§ Your goal
Give back every entry exactly as it is written, but not the pictures.
*** Opening Source data ***
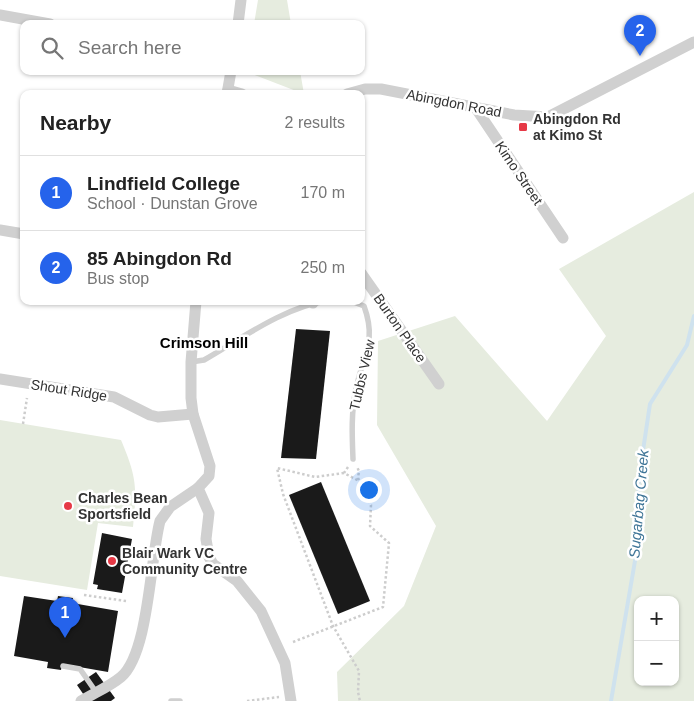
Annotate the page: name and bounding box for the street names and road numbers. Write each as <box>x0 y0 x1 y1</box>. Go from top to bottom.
street label: Abingdon Road <box>405 86 503 120</box>
street label: Kimo Street <box>492 138 546 208</box>
street label: Burton Place <box>370 291 430 366</box>
street label: Tubbs View <box>346 337 378 412</box>
street label: Shout Ridge <box>30 376 109 404</box>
*** Closing Source data ***
§ Output for this task
Annotate the page: name and bounding box for the street names and road numbers. Write each as <box>x0 y0 x1 y1</box>. Go from top to bottom.
street label: Abingdon Road <box>405 86 503 120</box>
street label: Kimo Street <box>492 138 546 208</box>
street label: Burton Place <box>370 291 430 366</box>
street label: Tubbs View <box>346 337 378 412</box>
street label: Shout Ridge <box>30 376 109 404</box>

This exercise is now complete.